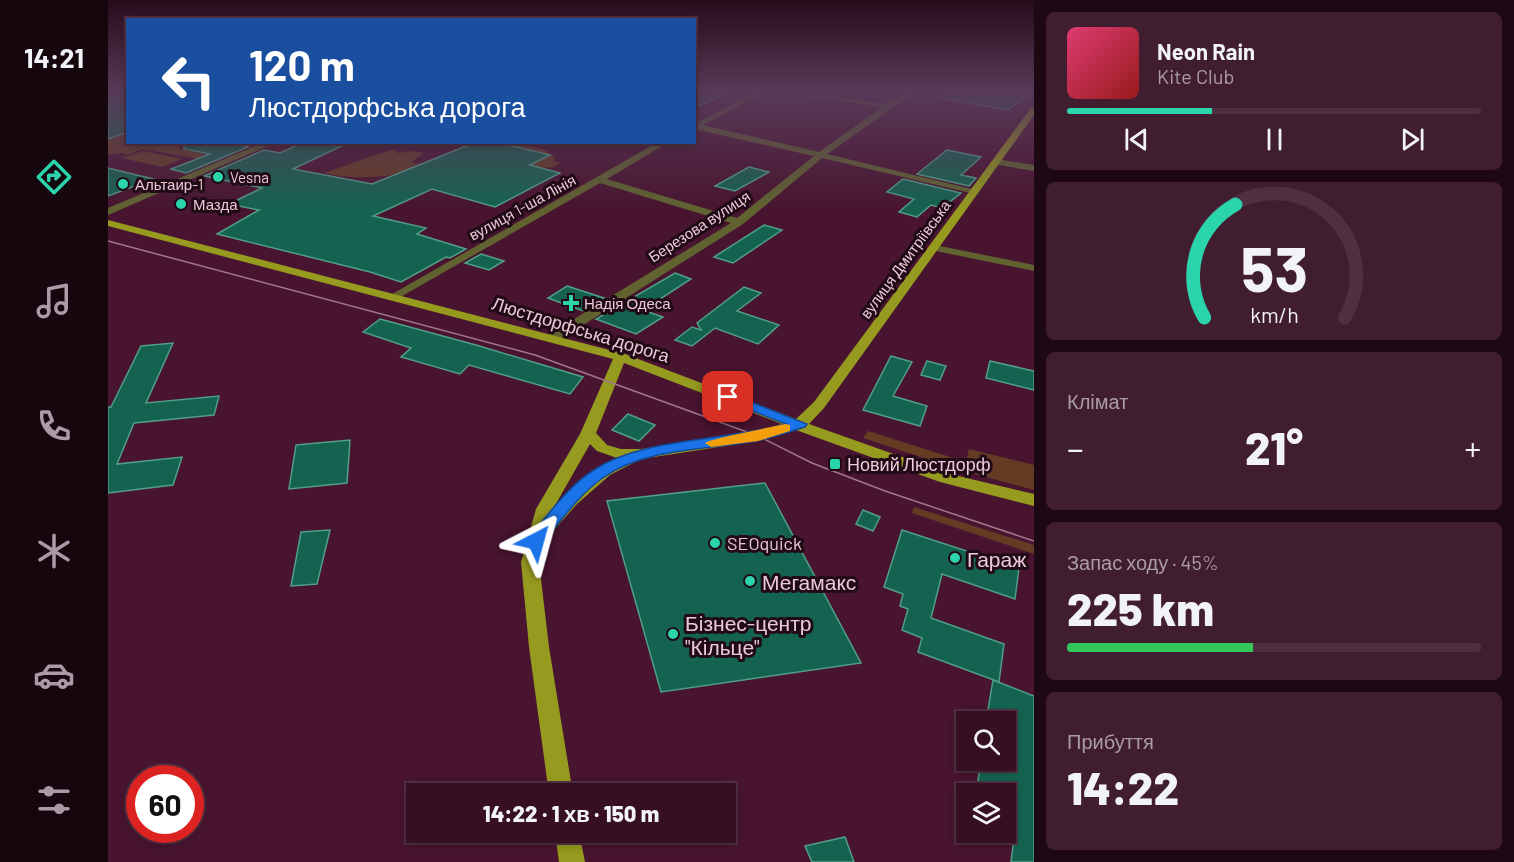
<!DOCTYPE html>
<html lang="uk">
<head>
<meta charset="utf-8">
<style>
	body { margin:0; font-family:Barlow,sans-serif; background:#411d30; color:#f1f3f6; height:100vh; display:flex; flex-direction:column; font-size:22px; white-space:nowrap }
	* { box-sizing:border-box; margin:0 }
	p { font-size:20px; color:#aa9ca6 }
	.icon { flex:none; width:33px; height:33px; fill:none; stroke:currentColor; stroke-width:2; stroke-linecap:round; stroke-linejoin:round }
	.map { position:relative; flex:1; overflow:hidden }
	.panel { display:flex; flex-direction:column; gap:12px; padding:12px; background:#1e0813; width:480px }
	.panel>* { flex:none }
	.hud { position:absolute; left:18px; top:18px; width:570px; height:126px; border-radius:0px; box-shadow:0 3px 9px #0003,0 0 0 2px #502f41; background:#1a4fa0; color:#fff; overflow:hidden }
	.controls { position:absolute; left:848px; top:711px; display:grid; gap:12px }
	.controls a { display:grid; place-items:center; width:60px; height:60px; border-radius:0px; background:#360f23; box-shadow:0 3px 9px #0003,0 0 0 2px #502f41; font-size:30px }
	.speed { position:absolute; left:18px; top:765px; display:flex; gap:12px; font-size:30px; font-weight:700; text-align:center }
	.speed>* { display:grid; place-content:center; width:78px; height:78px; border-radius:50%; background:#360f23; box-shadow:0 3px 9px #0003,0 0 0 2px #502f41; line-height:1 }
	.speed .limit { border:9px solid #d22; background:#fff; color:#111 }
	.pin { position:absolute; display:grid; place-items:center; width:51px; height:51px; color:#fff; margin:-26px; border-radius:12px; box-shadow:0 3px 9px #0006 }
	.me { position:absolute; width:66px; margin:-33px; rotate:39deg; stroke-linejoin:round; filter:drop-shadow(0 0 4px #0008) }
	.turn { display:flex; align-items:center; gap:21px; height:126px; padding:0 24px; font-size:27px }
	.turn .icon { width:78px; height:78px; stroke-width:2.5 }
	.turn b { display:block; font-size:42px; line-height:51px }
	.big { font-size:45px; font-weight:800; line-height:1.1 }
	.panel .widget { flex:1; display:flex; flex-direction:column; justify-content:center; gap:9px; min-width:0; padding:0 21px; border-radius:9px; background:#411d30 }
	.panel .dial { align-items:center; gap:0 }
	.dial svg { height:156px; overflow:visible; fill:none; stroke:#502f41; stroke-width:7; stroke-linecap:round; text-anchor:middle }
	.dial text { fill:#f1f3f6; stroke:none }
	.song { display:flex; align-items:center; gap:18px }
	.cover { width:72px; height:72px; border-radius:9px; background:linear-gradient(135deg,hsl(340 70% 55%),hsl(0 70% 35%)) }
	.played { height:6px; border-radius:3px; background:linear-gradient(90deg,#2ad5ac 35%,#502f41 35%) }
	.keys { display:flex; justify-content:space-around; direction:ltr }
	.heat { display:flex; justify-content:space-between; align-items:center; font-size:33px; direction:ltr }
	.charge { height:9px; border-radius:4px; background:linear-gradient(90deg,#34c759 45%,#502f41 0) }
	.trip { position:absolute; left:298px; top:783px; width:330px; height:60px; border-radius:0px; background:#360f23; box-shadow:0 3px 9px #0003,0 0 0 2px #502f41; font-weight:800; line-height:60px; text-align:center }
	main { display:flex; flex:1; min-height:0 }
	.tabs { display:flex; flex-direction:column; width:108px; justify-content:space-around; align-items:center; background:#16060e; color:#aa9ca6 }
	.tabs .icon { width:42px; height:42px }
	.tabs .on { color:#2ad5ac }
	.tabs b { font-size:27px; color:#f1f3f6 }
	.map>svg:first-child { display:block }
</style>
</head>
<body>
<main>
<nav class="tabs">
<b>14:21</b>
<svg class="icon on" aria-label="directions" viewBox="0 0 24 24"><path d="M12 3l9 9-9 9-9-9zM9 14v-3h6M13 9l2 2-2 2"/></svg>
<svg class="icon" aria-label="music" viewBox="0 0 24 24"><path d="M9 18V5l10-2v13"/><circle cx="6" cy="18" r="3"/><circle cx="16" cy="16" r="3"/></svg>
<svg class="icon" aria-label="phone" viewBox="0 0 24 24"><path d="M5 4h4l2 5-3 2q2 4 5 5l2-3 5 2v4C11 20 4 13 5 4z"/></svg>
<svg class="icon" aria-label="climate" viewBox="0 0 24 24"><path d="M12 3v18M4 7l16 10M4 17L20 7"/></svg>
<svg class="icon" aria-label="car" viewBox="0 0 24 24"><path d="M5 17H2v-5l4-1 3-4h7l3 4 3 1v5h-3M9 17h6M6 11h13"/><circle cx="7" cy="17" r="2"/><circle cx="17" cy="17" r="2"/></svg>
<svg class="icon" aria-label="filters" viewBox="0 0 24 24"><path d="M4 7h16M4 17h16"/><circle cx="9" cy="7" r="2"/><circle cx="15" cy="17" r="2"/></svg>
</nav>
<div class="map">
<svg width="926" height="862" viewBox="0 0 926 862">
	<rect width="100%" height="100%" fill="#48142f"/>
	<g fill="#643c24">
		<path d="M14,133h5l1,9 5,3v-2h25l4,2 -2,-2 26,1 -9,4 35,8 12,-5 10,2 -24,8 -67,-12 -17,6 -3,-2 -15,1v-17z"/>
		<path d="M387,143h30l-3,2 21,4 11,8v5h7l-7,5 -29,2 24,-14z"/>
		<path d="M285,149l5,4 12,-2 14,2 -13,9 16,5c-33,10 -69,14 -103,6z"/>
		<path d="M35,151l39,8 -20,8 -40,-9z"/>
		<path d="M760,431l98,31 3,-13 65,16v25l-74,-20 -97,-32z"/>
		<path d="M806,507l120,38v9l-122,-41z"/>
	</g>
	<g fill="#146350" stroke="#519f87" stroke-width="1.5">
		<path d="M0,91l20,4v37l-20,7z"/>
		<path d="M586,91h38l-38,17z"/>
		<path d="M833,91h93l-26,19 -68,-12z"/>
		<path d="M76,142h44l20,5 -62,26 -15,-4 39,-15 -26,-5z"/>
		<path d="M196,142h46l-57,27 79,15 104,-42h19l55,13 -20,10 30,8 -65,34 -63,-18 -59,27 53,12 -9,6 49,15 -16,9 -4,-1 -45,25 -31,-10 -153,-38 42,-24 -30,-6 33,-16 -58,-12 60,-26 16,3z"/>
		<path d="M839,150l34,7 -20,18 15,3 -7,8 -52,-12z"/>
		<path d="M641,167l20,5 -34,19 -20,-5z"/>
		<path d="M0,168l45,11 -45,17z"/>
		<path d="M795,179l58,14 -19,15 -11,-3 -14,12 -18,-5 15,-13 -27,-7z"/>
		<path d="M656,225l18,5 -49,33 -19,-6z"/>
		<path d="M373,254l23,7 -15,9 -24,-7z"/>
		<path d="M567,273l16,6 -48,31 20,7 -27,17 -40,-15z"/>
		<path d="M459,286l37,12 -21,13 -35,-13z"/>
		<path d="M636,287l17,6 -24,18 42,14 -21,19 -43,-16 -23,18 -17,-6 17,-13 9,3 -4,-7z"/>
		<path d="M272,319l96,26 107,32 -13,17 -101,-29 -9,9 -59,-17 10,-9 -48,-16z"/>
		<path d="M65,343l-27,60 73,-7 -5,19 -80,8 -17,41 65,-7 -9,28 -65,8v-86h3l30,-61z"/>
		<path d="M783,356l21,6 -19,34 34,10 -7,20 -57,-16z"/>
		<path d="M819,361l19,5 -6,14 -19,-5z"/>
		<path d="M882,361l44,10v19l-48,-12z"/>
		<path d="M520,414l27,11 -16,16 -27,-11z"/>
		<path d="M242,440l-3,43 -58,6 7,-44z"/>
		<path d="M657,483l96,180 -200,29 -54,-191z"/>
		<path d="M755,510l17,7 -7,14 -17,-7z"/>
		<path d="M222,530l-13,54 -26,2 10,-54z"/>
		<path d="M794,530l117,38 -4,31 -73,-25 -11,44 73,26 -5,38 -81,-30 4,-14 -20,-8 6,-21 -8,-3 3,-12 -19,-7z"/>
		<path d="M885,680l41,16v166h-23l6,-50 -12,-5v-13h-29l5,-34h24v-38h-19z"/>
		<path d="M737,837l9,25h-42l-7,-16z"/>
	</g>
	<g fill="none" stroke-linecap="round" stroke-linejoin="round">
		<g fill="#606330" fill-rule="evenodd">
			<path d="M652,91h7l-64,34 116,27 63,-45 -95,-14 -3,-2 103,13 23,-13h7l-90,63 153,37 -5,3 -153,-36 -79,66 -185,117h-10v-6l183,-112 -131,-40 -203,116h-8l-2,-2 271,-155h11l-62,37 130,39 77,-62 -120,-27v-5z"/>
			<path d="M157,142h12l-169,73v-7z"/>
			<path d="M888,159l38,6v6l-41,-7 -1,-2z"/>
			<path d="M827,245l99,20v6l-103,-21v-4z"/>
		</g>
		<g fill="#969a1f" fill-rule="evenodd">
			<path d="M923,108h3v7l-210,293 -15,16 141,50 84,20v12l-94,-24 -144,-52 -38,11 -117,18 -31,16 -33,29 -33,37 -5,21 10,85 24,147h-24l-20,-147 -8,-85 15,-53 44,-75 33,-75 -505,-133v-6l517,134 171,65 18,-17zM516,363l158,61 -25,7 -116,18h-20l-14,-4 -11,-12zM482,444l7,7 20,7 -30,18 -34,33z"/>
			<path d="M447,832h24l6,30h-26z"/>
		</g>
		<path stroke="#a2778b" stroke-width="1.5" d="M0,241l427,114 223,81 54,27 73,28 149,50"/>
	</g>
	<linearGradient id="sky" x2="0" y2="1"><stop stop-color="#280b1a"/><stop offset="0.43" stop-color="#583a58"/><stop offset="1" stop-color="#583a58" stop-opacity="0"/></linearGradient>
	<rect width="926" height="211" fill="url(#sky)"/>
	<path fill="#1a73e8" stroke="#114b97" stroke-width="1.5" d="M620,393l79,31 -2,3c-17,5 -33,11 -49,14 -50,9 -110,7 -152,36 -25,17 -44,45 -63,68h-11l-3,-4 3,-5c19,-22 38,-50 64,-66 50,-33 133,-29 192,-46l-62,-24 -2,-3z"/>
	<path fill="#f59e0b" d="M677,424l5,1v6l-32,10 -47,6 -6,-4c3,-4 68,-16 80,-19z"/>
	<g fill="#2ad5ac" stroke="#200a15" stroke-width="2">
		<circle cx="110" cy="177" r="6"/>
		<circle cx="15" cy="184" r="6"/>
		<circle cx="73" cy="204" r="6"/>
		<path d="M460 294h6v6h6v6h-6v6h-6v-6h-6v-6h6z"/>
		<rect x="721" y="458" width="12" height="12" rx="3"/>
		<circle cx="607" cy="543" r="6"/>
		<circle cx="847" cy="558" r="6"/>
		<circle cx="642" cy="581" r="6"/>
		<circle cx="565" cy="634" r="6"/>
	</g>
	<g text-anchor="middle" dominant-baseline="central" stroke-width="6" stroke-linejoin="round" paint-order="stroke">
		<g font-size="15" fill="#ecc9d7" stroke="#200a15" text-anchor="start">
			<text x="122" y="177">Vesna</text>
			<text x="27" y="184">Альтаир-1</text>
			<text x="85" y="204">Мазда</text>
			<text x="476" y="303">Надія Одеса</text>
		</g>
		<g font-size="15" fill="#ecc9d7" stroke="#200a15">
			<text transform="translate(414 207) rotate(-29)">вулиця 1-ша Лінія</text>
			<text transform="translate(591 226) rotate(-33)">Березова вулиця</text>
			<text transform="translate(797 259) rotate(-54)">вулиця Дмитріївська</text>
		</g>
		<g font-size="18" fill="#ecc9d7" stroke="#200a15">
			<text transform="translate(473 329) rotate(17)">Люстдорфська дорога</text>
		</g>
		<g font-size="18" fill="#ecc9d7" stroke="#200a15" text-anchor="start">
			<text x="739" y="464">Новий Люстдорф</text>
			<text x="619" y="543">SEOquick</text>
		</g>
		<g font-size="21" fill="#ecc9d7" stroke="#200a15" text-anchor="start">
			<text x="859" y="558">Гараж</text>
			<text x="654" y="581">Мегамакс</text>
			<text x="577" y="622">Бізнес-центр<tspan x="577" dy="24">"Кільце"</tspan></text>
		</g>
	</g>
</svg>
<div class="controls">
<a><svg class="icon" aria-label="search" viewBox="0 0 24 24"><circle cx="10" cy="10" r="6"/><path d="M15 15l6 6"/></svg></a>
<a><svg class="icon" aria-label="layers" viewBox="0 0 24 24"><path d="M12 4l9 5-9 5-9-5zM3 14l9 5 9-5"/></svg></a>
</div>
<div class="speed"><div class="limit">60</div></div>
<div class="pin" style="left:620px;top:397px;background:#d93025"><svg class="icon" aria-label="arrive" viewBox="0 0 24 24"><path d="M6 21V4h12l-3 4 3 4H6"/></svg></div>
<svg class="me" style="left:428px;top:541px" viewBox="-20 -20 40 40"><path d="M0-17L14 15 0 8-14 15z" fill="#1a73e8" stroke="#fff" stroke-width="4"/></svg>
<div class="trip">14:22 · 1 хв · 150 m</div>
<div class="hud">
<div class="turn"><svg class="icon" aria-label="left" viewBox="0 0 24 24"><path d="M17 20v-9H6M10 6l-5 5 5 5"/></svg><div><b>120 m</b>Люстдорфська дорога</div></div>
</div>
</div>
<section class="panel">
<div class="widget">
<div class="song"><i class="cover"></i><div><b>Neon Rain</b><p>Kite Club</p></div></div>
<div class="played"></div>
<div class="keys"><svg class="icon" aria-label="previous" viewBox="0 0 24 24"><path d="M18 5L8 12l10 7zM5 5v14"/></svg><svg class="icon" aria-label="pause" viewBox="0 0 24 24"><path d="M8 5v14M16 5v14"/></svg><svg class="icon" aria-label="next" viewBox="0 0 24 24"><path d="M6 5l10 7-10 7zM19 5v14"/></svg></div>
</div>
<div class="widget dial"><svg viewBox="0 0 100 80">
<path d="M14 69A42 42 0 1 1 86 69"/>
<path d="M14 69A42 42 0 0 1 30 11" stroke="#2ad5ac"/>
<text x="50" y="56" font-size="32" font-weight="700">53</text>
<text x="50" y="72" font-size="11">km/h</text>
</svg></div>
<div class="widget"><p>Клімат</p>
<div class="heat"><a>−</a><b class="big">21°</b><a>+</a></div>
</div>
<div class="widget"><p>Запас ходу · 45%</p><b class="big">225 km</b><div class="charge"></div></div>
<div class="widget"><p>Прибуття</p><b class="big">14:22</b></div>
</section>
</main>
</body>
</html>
______
Reproduce every line in the data that has the word "cover" in it.

--- ANSWER BOX ---
	.cover { width:72px; height:72px; border-radius:9px; background:linear-gradient(135deg,hsl(340 70% 55%),hsl(0 70% 35%)) }
<div class="song"><i class="cover"></i><div><b>Neon Rain</b><p>Kite Club</p></div></div>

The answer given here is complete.